WORK ITEM: Filter out all lines without the word "song" from the data below, please, and copy the rest.

THE DATA:
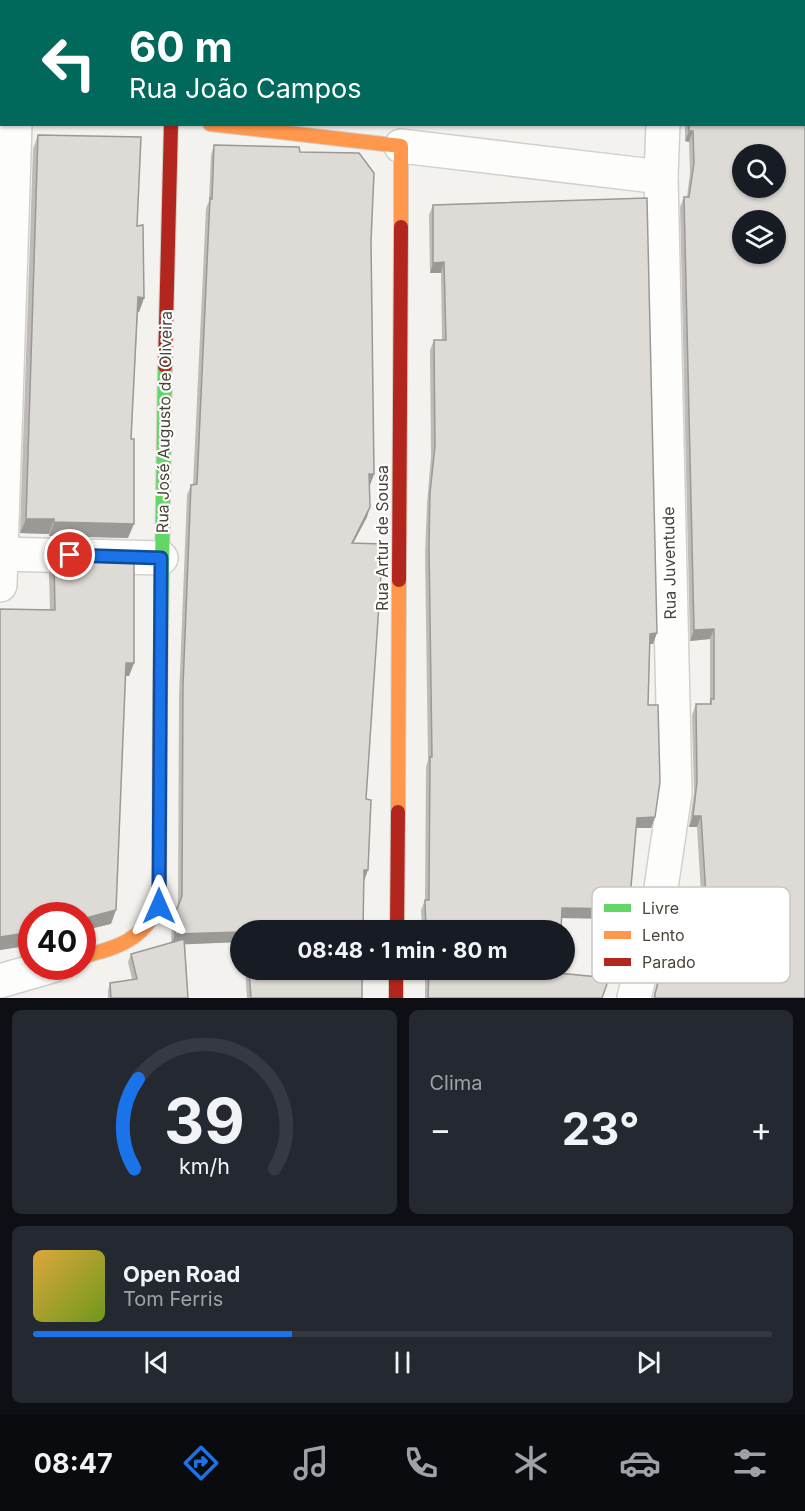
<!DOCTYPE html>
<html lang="pt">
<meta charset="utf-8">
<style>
body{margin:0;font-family:Inter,sans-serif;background:#242831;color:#f1f3f6;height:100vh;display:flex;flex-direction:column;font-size:22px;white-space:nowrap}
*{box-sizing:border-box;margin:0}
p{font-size:20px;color:#9ea1a6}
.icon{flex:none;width:33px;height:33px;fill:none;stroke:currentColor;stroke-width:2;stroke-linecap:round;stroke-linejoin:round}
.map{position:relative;height:998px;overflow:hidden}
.drawer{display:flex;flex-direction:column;gap:12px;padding:12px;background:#0d0f14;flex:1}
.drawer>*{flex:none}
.banner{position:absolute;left:0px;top:0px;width:806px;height:126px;box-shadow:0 2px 4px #0004;background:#00695c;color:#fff;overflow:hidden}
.controls{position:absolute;left:732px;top:144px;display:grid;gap:12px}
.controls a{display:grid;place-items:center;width:54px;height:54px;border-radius:50%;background:#171b24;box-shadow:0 2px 4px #0004;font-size:30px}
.speed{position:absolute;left:18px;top:902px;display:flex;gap:12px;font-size:30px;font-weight:700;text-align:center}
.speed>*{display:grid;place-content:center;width:78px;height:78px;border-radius:50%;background:#171b24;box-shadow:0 2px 4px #0004;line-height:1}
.speed .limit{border:9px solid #d22;background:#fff;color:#111}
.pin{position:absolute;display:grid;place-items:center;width:51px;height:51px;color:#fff;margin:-26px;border:3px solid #fff;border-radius:50%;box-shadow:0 2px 6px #0007}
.me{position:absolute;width:66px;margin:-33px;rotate:0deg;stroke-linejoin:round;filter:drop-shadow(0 0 4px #0008)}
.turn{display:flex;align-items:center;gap:21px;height:126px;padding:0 30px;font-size:27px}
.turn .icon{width:78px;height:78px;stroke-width:2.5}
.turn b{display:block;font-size:42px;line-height:51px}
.big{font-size:45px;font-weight:700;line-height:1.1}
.drawer .widget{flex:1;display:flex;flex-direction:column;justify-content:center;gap:9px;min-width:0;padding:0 21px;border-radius:9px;background:#242831}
.drawer .dial{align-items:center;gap:0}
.dial svg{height:156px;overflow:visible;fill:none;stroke:#363941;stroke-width:7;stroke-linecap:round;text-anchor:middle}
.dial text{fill:#f1f3f6;stroke:none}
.song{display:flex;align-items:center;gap:18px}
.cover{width:72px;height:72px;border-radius:9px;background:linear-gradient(135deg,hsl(40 70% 55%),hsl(80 70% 35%))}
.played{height:6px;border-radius:3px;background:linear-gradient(90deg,#1a73e8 35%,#363941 35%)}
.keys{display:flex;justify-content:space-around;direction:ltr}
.heat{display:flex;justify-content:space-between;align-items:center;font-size:33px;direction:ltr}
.drawer .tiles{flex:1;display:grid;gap:12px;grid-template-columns:1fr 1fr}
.widget:last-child{grid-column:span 2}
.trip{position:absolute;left:230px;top:920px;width:345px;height:60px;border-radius:30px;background:#171b24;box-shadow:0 2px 4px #0004;font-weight:700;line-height:60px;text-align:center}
.dock{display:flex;height:96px;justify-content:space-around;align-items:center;background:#090b0e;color:#9ea1a6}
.dock .icon{width:42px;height:42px}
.dock .selected{color:#1a73e8}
.dock b{font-size:27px;color:#f1f3f6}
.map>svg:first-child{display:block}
</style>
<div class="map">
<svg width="805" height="998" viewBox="0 0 805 998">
<rect width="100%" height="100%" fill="#f4f2ee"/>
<polygon fill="#e1eecf" points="285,0 574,0 285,2"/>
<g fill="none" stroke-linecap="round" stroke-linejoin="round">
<g stroke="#d2d0cb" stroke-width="36">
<g id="street">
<polyline points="52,2 52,0"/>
<polyline points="221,2 221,0"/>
<polyline points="668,2 668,0"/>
<polyline points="401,146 661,177"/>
<polyline points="0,554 161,558"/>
<polyline points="0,585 15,124"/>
<polyline points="0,981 52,966"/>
<polyline points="634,998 661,888 675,793 661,177 663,124"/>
</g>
</g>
<g stroke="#d3cfc5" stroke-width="16">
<polyline id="fast" points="160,700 165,366"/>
</g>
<g stroke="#d3cfc5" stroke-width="16">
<g id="slow">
<polyline points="210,124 401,146 401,227"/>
<polyline points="398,812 399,580"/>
<path d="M82 957C118 947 141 941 159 906L160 700"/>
</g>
</g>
<g stroke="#d3cfc5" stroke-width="16">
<g id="jam">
<polyline points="0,111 2,111"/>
<polyline points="165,366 171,124"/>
<polyline points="399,580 401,227"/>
<polyline points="397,930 398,812"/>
<polyline points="396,969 396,998"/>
</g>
</g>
<use href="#street" stroke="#fdfdfc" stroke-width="33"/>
<use href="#fast" stroke="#63d668" stroke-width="14"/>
<use href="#slow" stroke="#ff974d" stroke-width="14"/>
<use href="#jam" stroke="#b3261e" stroke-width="14"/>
</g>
<g fill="#bfbcb8">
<polygon points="801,0 805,0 805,998 653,998 664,954 668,944 694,943 694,922 697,911 702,911 697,827 689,827 694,793 692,715 696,704 709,704 710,701 710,639 690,641 680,207 684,197 687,197 690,173 689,142 685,141 685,124 804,124 804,2 801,2"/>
<polygon points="38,135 137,226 144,298 139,312 138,312 131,439 128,538 49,536 49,534 20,533 33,149"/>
<polygon points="214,145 300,152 371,241 374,474 370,485 367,517 353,543 240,930 240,942 185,944 188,998 108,998 108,991 110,983 132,979 128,962 131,954 171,943 172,922 178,906 179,696 187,495 191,485 193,485 206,208 209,201 211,155"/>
<polygon points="433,205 653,644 650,644 648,705 655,817 651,828 636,828 629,909 625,919 561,918 561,930 422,930 421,910 425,900 426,767 428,760 425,555 427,503 431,457 430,350 434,340 442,340 441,273 430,273 429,215"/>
<polygon points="54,560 134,663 129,676 126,676 111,924 32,915 32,945 0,950 0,609 50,610 49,574"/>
<polygon points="245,969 362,969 362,998 247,998"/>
<polygon points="425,969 558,969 558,973 602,998 425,998"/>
</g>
<g fill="#9b9996">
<rect x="0" y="66" width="2" height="14"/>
<polygon points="689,131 693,131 689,142 685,141"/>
<polygon points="444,262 441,273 430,273 433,263"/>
<polygon points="138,297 144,298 139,312 133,312"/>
<polygon points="369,474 374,474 370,485"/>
<polygon points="370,507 367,517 348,553 352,543"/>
<polygon points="26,519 54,519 49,534 20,533"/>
<polygon points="54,522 134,524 128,538 49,536"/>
<polygon points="714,629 710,639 690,641 694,630"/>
<polygon points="657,633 653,644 646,644 650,634"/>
<polygon points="126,663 134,663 129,676 121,676"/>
<polygon points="693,816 701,816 697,827 689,827"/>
<polygon points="655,817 651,828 634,828 637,818"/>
<polygon points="364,870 368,870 364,881"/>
<polygon points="562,908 629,909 625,919 558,918"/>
<polygon points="116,910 111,924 82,931 82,919"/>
<polygon points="32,932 32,945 0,950 0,937"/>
<polygon points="240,932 240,942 171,945 175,934"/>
</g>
<g fill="#dedbd6" stroke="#9b9996" stroke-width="1.5" fill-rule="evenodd">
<polygon points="0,0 44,0 45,2 2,2 2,66 0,66"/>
<polygon points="70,0 189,0 189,2 69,2"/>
<polygon points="706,0 772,2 706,2"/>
<path d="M804 2H805V998H655V994L668 944 697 942V911H707L701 816H693L697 782 696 704H711V699H714V629L694 630 684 197H689L694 163 693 131H689V124H804ZM742 154H776V188H742ZM742 220H776V254H742Z"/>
<polygon points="38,135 141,137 137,226 143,225 144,298 138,297 131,439 134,439 134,524 54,522 54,519 26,519"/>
<polygon points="214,145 299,147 300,152 359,153 374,173 371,241 374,474 369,474 370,507 352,543 383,544 366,799 371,800 368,870 364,870 363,930 240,930 240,932 175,934 176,911 182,896 183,686 191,485 197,484 210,198 212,199"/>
<polygon points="647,198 657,633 650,634 648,705 658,705 660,782 655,817 637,818 629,909 562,908 561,930 426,930 425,900 429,900 430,757 432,757 429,545 430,493 435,446 434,340 446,340 444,262 433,263 433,205"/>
<polygon points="54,560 134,562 134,663 126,663 116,910 82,919 82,915 32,915 32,932 0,937 0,609 55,610"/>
<polygon points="184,939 188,998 111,998 110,983 137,979 131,954"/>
<polygon points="249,969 362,969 362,998 251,998"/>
<polygon points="429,969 558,969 558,973 609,978 602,998 428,998"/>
</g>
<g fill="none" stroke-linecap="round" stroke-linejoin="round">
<g stroke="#114b97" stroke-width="15">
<polyline id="route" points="70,555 161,558 159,906"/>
</g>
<use href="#route" stroke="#1a73e8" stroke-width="10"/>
</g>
<g text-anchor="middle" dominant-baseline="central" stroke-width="4.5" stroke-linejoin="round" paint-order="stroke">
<g font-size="16" fill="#4b4439" stroke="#fff">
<text transform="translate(164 422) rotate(-89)">Rua José Augusto de Oliveira</text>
<text transform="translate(382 538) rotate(-90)">Rua Artur de Sousa</text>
<text transform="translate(669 563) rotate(-91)">Rua Juventude</text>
</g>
</g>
<rect x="592" y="887" width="198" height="96" rx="9" fill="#fff" stroke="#c9c7c4" stroke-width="1.5"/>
<rect x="604" y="904" width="27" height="8" fill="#63d668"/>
<rect x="604" y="931" width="27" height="8" fill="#ff974d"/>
<rect x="604" y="958" width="27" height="8" fill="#b3261e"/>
<g font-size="16" fill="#4b4439">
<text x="642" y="914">Livre</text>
<text x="642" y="941">Lento</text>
<text x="642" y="968">Parado</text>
</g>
</svg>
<div class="controls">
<a><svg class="icon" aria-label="search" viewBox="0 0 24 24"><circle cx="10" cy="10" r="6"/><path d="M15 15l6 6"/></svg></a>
<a><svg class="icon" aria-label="layers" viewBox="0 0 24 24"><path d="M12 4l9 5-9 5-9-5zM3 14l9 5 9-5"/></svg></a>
</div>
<div class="speed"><div class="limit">40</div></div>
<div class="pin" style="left:70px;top:555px;background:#d93025"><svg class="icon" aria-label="arrive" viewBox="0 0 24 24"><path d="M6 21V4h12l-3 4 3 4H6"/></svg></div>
<svg class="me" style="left:159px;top:906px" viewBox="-20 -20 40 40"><path d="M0-17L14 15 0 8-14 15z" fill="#1a73e8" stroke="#fff" stroke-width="4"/></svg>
<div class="trip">08:48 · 1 min · 80 m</div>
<div class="banner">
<div class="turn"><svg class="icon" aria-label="left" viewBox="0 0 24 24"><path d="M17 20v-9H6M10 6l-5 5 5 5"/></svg><div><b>60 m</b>Rua João Campos</div></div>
</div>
</div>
<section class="drawer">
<div class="tiles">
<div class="widget dial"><svg viewBox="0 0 100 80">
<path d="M14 69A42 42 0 1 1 86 69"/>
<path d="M14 69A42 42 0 0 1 16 23" stroke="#1a73e8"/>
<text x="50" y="56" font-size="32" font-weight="700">39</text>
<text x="50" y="72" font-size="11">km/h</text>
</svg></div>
<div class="widget"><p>Clima</p>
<div class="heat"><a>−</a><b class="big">23°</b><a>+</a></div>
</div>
<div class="widget">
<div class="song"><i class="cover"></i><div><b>Open Road</b><p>Tom Ferris</p></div></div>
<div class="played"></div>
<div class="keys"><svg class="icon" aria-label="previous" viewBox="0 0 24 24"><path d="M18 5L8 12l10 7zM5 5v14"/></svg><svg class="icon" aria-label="pause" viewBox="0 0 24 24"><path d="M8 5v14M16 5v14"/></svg><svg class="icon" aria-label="next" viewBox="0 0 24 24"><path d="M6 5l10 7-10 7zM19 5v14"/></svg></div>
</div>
</div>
</section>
<nav class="dock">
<b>08:47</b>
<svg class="icon selected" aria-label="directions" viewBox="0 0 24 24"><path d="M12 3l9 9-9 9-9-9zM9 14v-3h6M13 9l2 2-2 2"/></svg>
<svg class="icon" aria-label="music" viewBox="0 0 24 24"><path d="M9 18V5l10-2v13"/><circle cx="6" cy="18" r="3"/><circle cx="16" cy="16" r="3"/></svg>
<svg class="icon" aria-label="phone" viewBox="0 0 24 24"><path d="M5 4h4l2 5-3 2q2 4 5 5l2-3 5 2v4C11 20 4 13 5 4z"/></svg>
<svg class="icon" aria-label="climate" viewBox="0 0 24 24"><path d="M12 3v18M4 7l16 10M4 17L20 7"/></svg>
<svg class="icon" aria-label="car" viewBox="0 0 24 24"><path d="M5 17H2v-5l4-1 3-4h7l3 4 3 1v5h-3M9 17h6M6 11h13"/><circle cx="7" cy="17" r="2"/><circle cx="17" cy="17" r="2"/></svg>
<svg class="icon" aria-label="filters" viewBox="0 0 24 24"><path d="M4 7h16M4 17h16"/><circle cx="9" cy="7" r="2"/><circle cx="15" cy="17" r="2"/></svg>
</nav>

EXPECTED OUTPUT:
.song{display:flex;align-items:center;gap:18px}
<div class="song"><i class="cover"></i><div><b>Open Road</b><p>Tom Ferris</p></div></div>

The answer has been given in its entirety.